EXERCISE OBJECTIVE - Count every line in the data that contains the word "html", then report that number alone.

[Stored entries]

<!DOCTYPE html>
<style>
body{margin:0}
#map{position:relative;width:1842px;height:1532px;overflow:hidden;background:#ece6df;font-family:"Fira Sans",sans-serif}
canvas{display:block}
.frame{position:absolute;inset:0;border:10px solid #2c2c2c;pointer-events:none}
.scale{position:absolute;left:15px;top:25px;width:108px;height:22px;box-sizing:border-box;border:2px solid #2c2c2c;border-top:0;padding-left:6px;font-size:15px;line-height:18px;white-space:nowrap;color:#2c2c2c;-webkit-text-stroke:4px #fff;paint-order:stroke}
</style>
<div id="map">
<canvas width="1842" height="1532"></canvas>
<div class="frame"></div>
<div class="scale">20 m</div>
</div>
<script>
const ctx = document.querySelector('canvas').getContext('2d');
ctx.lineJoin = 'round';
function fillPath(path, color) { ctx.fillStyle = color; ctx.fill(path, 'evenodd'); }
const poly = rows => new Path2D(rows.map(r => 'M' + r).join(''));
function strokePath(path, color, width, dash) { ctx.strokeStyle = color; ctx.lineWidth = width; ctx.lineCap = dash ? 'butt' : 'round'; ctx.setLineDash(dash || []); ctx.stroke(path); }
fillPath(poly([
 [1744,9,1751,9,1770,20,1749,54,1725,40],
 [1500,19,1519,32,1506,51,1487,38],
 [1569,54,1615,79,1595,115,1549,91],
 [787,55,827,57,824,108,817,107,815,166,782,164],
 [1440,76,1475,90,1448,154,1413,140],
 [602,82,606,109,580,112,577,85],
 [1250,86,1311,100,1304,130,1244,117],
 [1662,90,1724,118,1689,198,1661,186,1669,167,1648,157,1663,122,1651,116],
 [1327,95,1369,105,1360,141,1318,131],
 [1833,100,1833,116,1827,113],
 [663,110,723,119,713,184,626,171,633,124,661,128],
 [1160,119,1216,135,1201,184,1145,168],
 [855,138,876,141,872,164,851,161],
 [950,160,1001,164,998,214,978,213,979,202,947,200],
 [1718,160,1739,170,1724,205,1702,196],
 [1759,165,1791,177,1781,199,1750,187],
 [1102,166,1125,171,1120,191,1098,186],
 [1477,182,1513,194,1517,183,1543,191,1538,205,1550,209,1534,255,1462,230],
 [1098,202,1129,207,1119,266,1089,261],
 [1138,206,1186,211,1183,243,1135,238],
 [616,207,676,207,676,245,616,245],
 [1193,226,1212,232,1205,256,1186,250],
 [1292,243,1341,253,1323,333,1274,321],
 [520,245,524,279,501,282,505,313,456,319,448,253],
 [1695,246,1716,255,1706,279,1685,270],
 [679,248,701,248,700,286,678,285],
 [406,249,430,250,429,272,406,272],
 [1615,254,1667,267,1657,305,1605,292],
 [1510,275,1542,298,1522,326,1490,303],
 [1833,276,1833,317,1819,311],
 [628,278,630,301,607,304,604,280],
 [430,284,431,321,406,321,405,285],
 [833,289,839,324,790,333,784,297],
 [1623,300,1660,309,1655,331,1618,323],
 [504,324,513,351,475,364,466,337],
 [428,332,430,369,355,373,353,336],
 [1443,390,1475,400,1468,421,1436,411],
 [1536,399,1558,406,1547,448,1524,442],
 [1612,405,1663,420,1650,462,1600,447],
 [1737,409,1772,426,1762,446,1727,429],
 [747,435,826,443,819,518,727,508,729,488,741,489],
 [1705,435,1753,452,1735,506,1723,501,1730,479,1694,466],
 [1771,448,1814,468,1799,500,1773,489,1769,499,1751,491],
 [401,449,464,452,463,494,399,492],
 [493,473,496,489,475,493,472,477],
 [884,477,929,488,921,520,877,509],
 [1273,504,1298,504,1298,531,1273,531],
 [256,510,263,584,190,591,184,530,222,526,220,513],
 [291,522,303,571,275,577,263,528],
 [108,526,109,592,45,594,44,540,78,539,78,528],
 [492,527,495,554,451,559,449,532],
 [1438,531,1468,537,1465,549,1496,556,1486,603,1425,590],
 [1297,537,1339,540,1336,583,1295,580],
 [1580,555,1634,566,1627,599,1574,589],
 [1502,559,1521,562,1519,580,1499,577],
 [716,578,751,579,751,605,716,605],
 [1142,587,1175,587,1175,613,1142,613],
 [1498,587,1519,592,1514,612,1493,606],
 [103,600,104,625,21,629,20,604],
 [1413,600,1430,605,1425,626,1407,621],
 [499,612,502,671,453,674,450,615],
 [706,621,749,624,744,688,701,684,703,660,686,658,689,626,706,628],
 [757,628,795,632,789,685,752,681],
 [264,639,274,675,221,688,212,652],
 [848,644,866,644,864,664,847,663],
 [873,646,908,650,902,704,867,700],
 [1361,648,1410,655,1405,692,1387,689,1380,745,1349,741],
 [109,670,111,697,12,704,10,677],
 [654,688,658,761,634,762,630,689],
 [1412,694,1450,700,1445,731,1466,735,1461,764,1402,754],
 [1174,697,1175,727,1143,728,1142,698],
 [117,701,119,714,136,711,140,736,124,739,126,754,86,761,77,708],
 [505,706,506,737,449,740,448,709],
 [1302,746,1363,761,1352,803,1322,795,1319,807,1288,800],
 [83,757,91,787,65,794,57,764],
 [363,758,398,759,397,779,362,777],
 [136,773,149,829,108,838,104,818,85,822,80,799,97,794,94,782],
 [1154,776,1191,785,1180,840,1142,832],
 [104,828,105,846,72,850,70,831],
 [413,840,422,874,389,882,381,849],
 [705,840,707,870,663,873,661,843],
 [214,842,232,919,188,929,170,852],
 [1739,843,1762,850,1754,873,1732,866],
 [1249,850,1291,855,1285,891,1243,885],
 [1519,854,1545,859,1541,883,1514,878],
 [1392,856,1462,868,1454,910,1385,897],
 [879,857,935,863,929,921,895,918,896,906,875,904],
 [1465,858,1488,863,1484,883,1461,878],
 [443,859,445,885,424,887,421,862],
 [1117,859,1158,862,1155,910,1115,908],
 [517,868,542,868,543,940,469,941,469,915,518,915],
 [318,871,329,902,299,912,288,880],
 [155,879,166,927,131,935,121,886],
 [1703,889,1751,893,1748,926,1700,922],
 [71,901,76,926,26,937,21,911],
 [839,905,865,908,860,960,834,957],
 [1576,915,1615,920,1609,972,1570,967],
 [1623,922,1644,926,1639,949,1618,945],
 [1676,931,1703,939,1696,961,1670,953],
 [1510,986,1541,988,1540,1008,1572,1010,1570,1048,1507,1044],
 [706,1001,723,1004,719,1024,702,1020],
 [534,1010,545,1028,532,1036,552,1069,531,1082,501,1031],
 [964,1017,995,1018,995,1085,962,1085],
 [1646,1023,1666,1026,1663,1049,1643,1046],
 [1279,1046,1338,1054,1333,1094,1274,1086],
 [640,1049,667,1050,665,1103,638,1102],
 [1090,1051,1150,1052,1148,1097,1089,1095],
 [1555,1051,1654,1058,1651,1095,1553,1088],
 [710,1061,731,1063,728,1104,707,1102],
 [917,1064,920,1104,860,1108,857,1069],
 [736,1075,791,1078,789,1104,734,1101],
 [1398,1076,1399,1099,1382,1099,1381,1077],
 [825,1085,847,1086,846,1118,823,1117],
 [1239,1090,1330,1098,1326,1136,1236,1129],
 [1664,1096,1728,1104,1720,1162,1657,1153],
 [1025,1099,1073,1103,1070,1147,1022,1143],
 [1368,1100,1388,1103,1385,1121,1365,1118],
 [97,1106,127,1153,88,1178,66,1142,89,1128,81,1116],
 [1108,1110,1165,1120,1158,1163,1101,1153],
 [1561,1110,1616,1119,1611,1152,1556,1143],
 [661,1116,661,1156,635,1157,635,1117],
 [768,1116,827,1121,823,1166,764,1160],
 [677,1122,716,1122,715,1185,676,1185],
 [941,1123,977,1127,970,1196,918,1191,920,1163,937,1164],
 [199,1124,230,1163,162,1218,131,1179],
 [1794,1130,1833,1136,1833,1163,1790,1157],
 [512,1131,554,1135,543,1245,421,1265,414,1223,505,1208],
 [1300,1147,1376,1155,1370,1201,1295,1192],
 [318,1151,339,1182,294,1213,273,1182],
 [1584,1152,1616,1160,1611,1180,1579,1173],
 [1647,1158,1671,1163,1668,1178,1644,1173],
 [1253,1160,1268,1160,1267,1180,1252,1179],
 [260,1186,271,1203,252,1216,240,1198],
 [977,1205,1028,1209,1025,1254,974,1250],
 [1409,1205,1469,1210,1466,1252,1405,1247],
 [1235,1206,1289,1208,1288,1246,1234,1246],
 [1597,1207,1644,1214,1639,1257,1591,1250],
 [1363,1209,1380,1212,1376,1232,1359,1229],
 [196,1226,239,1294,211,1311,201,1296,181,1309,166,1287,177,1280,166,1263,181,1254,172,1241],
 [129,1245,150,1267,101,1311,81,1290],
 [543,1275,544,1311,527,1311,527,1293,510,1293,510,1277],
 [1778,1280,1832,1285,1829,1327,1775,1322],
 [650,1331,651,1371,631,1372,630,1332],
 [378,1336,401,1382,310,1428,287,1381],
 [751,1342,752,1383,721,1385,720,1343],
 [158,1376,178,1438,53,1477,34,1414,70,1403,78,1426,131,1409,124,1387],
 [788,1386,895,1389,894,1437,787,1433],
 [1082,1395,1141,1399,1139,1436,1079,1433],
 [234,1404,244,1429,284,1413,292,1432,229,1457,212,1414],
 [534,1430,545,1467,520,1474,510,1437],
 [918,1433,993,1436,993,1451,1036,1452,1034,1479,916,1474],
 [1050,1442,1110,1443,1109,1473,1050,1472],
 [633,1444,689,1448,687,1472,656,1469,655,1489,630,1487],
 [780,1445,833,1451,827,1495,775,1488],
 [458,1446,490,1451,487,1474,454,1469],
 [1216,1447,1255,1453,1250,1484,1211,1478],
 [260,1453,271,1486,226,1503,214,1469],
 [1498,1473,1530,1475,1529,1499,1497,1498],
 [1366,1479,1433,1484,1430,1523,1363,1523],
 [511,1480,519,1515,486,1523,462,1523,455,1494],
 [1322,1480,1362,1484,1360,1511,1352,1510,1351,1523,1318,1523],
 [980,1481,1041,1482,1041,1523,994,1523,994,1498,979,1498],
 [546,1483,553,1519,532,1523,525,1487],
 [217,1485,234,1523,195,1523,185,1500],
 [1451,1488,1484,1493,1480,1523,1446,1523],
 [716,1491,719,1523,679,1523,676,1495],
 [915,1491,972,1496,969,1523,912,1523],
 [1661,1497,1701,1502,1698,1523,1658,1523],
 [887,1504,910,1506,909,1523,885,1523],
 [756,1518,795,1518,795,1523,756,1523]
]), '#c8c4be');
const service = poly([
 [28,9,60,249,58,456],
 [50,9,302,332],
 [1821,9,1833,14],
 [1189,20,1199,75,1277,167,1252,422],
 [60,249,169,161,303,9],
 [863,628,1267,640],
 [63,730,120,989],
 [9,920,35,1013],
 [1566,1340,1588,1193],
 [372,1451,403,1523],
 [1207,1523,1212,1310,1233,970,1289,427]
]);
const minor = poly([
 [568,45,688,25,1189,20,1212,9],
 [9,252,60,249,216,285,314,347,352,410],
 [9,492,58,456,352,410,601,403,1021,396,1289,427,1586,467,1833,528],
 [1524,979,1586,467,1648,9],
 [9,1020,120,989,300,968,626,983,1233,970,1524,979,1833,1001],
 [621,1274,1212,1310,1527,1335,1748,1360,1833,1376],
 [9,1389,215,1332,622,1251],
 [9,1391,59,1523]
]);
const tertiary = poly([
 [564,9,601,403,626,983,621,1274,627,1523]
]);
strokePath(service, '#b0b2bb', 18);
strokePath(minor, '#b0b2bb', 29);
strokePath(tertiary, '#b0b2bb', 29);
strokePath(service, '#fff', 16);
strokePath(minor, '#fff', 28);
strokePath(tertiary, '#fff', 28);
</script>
...
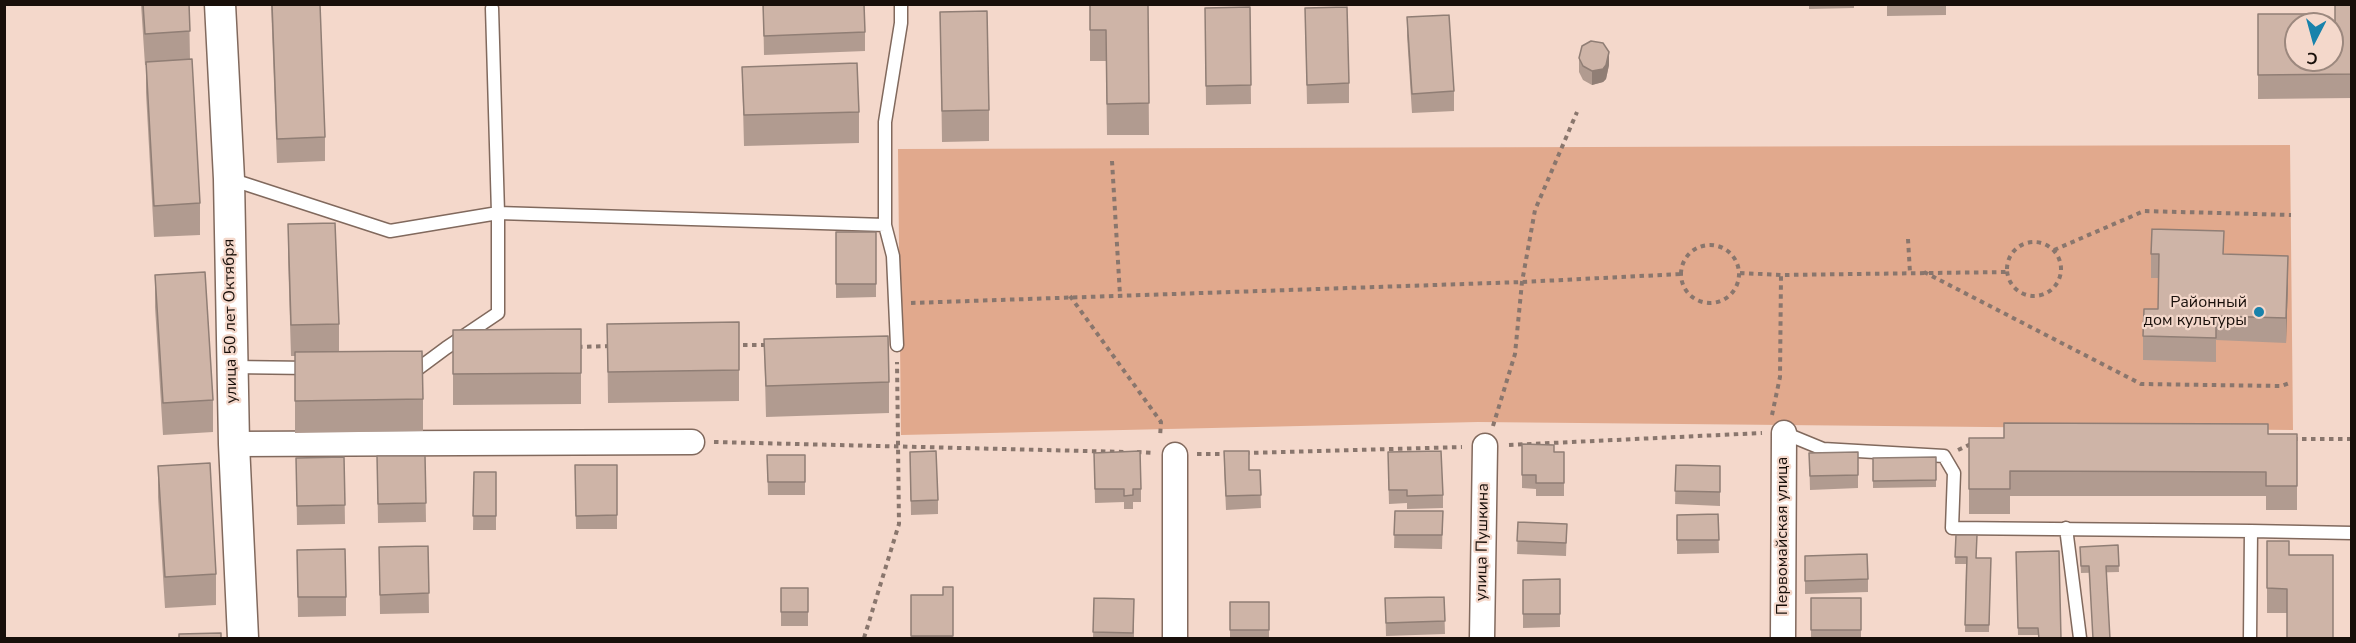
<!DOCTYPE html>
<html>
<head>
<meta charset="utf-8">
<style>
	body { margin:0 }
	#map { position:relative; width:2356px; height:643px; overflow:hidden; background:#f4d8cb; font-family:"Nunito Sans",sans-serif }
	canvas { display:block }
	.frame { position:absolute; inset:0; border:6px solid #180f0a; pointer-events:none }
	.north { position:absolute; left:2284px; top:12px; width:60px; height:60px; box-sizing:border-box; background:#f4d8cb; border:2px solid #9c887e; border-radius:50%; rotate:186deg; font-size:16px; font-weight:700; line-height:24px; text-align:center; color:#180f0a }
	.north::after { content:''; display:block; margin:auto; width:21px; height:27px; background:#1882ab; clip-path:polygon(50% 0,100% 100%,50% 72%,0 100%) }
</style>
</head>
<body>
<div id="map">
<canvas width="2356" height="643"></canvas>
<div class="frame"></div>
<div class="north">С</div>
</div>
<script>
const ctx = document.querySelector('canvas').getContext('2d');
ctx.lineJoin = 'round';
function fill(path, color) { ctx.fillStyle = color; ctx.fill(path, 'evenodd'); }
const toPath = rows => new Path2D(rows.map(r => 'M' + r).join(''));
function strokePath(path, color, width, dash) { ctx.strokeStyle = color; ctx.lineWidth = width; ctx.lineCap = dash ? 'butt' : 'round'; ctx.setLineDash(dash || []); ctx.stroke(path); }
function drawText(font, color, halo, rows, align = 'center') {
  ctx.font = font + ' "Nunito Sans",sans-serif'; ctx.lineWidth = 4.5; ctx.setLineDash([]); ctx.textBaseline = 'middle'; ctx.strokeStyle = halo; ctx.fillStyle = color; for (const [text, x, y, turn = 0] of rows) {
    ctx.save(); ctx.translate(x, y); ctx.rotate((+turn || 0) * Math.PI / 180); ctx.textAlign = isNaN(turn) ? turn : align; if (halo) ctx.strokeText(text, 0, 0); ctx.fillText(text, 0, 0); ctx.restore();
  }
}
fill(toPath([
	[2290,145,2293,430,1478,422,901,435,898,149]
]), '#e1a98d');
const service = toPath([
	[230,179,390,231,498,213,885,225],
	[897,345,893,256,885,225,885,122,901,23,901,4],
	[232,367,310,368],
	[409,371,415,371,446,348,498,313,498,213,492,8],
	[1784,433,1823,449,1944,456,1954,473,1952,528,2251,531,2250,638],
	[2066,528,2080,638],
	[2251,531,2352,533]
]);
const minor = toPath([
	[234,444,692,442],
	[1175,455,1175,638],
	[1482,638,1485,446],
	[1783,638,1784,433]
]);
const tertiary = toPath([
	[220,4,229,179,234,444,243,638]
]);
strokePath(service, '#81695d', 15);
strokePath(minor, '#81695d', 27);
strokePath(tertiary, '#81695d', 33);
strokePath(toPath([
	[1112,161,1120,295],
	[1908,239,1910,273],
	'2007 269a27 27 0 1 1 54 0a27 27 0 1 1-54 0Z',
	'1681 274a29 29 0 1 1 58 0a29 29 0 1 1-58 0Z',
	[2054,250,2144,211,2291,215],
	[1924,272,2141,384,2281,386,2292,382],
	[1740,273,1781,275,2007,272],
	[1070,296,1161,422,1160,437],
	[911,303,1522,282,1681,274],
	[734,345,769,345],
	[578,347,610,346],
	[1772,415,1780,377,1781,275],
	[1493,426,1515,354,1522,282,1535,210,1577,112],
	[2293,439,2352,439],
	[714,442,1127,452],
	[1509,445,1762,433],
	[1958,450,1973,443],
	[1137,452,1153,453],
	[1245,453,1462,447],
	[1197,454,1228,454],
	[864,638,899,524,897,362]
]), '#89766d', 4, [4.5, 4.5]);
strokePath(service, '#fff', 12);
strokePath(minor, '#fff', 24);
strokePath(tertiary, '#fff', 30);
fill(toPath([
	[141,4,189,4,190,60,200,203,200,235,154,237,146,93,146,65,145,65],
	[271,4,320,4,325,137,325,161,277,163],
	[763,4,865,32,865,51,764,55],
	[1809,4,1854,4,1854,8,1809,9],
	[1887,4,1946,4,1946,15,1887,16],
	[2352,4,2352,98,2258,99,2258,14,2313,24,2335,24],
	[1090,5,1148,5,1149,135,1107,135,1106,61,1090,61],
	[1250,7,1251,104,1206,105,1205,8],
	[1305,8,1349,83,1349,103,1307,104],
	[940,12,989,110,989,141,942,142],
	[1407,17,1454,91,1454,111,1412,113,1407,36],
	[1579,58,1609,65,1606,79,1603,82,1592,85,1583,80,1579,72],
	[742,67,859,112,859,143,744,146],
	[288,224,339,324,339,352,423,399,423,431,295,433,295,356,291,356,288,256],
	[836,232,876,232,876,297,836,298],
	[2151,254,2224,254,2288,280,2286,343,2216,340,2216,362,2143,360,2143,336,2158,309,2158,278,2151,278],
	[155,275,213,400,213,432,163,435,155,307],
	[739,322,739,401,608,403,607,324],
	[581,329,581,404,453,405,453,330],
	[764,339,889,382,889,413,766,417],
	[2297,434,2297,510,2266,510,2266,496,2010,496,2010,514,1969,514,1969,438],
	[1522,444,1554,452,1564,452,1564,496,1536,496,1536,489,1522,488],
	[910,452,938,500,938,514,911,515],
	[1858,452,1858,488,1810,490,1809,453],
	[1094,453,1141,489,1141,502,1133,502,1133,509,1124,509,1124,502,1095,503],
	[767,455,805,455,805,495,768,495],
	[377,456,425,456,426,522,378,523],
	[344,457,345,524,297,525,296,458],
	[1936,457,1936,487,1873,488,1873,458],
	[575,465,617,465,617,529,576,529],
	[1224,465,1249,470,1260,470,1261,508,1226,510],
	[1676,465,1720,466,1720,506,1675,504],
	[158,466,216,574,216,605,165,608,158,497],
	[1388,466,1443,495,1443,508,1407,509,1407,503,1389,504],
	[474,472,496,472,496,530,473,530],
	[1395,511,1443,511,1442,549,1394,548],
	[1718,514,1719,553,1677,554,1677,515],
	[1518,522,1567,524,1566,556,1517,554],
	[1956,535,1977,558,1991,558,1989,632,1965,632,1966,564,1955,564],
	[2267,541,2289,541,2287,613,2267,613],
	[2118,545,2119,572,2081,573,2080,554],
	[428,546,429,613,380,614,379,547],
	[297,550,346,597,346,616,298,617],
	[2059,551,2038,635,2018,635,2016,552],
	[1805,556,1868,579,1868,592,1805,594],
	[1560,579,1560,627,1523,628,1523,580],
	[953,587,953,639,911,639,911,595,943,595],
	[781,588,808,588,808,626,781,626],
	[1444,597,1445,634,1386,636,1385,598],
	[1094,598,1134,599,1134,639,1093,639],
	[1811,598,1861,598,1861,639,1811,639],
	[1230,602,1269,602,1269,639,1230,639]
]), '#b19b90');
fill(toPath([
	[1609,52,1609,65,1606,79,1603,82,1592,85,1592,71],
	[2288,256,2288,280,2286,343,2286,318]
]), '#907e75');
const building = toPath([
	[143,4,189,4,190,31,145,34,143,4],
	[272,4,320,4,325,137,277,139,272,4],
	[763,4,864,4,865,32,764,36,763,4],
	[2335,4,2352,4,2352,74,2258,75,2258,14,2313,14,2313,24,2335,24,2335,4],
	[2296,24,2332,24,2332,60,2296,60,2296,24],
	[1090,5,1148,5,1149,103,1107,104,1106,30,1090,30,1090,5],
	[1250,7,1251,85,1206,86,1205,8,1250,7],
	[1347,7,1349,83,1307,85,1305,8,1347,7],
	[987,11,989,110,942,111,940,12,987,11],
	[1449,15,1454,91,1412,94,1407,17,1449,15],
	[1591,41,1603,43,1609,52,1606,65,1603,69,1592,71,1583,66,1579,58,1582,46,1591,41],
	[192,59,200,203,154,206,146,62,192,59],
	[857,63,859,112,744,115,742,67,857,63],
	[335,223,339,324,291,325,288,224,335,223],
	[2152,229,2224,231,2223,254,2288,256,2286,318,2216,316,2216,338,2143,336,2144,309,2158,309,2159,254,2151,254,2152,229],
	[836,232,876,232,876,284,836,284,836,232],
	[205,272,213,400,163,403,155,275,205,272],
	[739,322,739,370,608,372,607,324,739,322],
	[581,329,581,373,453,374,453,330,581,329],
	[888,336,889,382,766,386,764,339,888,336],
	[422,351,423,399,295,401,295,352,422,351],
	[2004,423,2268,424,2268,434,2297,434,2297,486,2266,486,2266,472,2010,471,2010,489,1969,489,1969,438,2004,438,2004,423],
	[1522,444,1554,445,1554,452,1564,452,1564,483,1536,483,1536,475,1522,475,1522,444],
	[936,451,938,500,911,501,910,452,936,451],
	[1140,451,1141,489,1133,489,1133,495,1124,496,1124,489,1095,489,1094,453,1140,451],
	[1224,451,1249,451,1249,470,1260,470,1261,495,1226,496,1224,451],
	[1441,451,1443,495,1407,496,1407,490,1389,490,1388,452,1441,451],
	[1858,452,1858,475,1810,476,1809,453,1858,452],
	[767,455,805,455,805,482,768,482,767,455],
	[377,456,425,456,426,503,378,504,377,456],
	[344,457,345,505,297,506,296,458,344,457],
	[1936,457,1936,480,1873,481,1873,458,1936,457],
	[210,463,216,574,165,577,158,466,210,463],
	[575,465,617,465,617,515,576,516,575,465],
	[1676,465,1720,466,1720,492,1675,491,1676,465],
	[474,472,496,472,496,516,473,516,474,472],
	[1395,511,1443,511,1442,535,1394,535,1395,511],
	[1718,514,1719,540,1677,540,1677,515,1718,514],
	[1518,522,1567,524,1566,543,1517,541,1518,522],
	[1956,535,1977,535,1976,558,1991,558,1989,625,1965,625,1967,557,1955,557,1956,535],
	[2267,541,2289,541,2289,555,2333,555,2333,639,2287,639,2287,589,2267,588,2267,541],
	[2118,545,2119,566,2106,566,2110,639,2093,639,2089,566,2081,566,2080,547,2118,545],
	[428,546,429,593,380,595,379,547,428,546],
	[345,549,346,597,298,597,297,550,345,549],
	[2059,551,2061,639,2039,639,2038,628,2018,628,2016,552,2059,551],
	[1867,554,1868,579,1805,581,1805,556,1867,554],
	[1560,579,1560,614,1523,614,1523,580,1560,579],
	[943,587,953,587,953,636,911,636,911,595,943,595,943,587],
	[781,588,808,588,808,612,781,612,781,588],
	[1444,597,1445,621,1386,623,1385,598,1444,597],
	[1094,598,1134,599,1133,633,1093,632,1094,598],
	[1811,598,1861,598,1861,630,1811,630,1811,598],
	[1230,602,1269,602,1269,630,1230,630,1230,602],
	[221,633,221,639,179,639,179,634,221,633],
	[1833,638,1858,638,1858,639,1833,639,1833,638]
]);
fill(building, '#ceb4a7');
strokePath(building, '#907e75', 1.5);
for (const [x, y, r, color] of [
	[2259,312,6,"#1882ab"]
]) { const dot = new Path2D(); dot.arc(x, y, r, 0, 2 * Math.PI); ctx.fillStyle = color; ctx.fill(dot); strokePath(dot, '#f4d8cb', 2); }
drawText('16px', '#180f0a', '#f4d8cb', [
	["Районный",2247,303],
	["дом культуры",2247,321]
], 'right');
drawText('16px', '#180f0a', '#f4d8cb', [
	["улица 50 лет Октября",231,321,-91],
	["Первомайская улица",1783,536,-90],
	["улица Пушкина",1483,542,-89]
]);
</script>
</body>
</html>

ANSWER TO THIS EXERCISE - 4